Problem description: Search the lines of the records for the word "building", and copy every line that has it.

Available records:
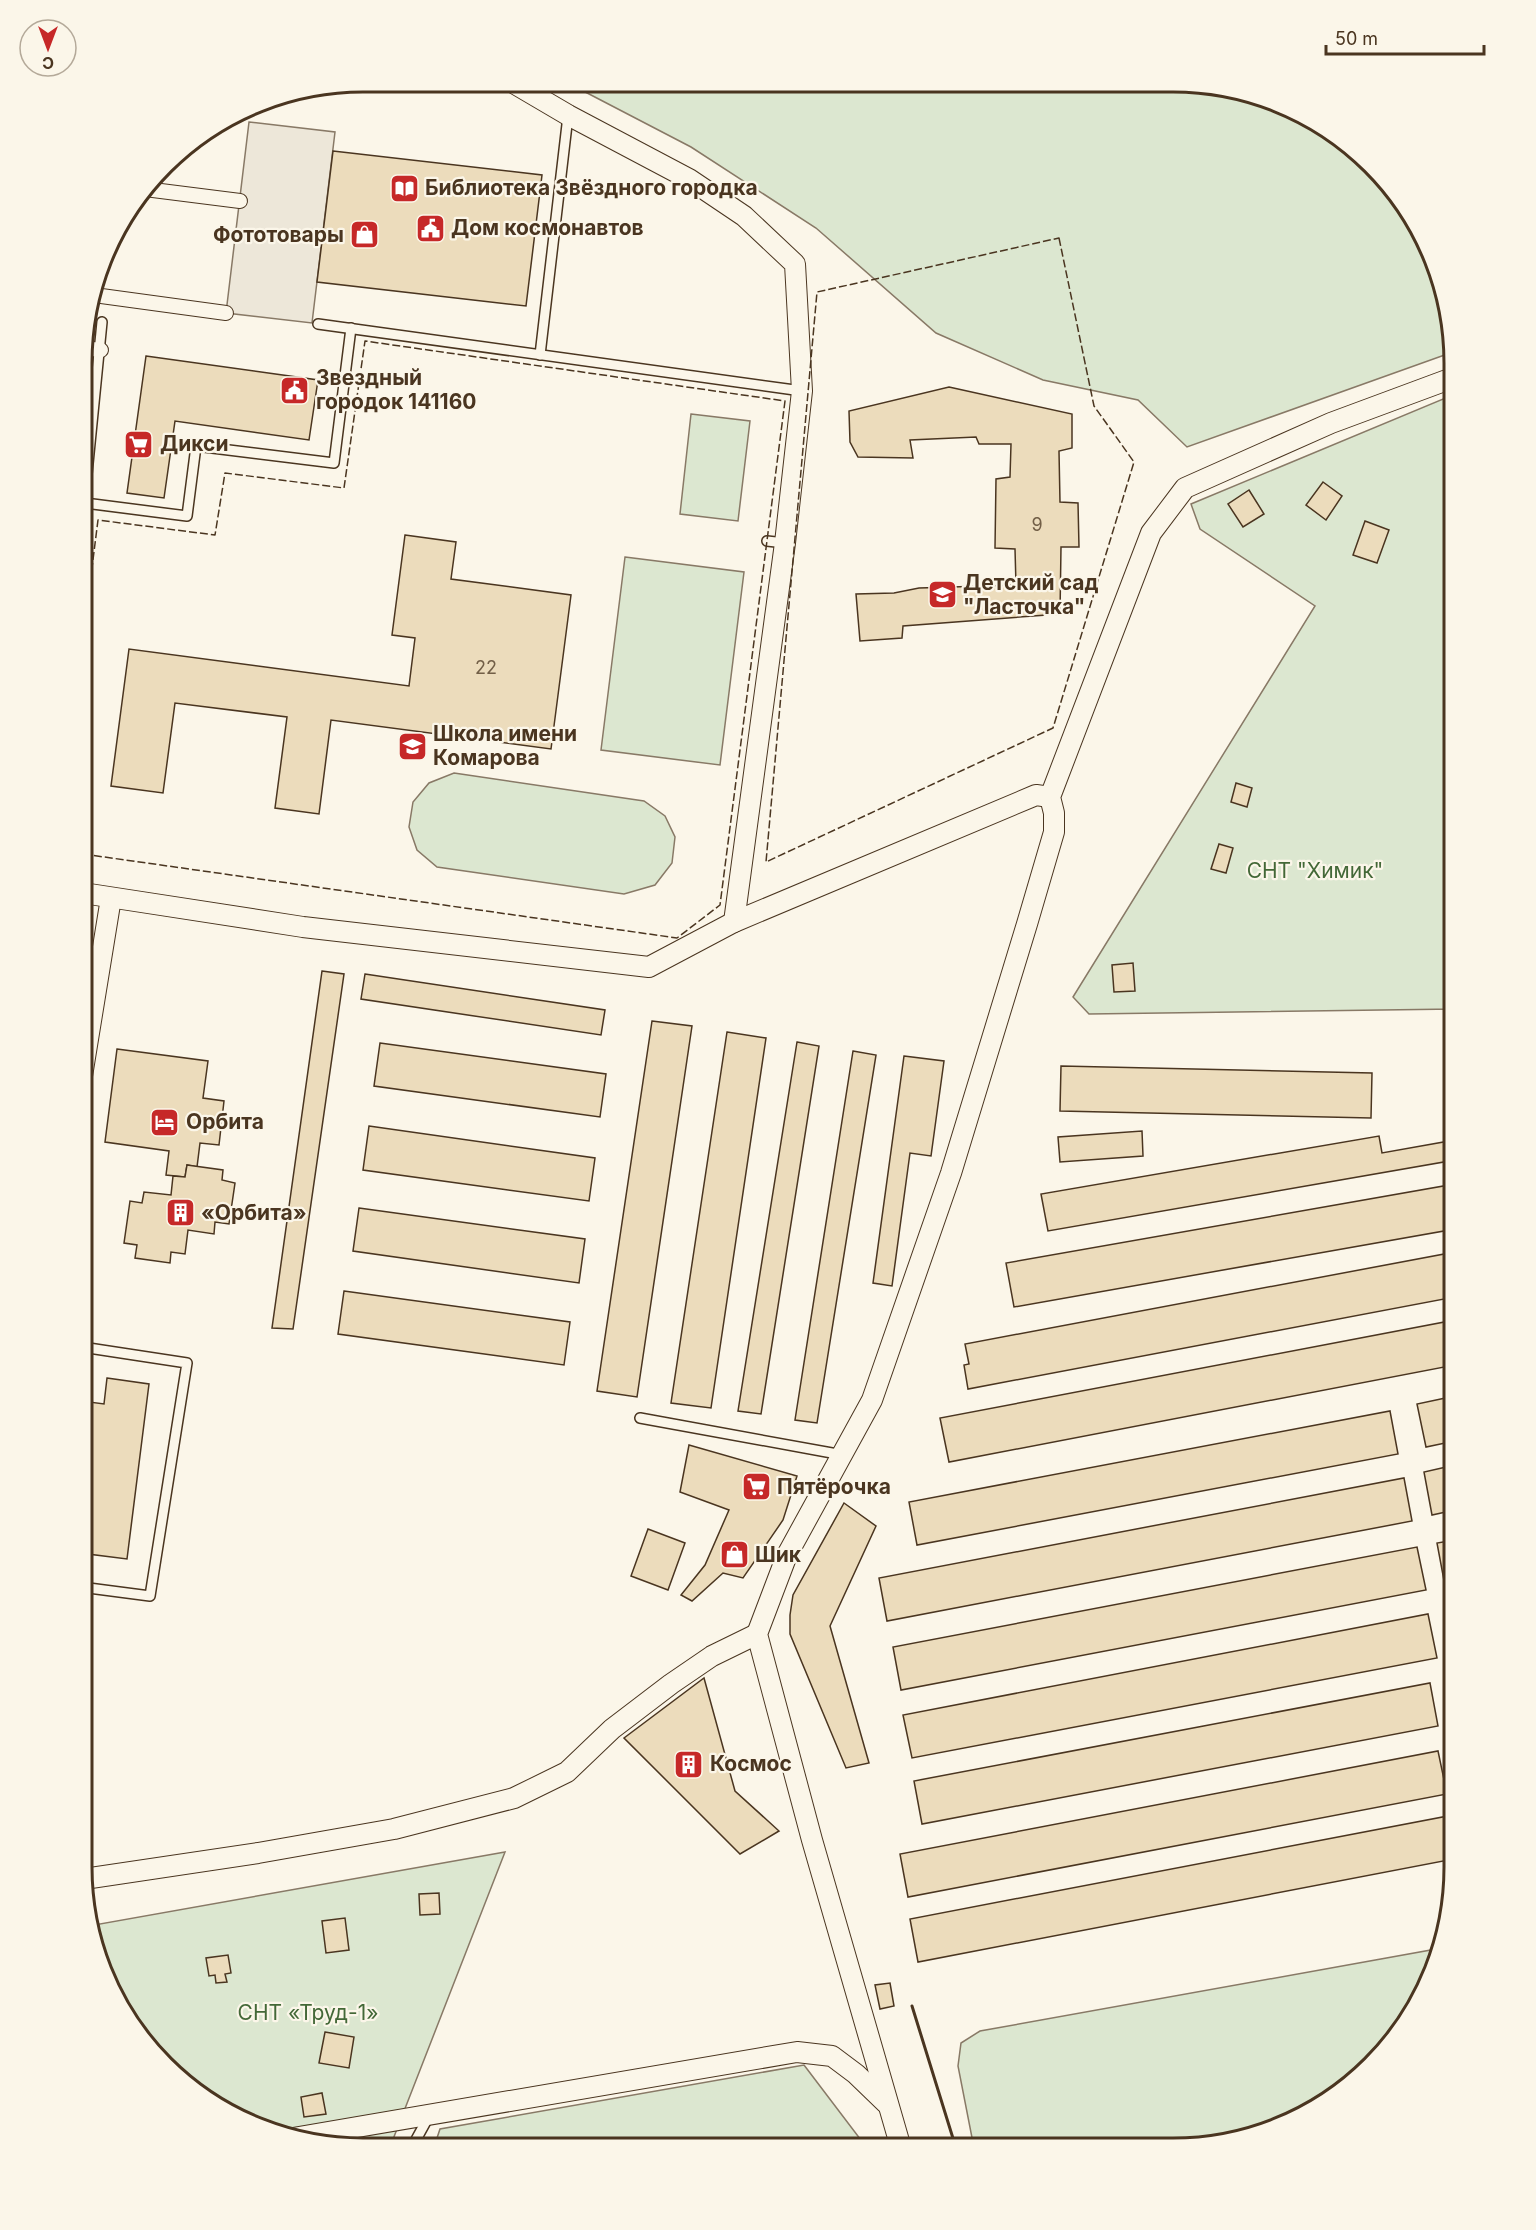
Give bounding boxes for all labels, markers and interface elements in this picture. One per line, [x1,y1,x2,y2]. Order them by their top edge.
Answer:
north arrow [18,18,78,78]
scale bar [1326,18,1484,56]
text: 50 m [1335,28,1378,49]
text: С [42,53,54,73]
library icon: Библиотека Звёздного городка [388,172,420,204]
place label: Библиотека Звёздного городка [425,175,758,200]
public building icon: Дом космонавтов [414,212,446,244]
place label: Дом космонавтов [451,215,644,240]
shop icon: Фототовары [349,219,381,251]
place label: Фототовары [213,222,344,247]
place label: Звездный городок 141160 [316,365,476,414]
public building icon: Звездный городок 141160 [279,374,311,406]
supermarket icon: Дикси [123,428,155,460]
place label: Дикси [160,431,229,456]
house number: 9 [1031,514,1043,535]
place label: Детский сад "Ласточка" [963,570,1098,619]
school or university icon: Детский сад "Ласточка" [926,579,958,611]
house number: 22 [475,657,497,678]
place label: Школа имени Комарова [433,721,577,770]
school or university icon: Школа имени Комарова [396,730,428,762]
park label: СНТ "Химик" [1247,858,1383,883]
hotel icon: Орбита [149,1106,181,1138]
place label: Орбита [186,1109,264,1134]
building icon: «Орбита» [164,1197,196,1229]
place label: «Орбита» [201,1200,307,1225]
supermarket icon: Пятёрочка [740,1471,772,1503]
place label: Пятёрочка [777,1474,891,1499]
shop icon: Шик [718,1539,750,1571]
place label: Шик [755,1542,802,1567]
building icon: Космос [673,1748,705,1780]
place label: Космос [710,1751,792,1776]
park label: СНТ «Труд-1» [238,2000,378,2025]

Result:
public building icon: Дом космонавтов [414,212,446,244]
public building icon: Звездный городок 141160 [279,374,311,406]
building icon: «Орбита» [164,1197,196,1229]
building icon: Космос [673,1748,705,1780]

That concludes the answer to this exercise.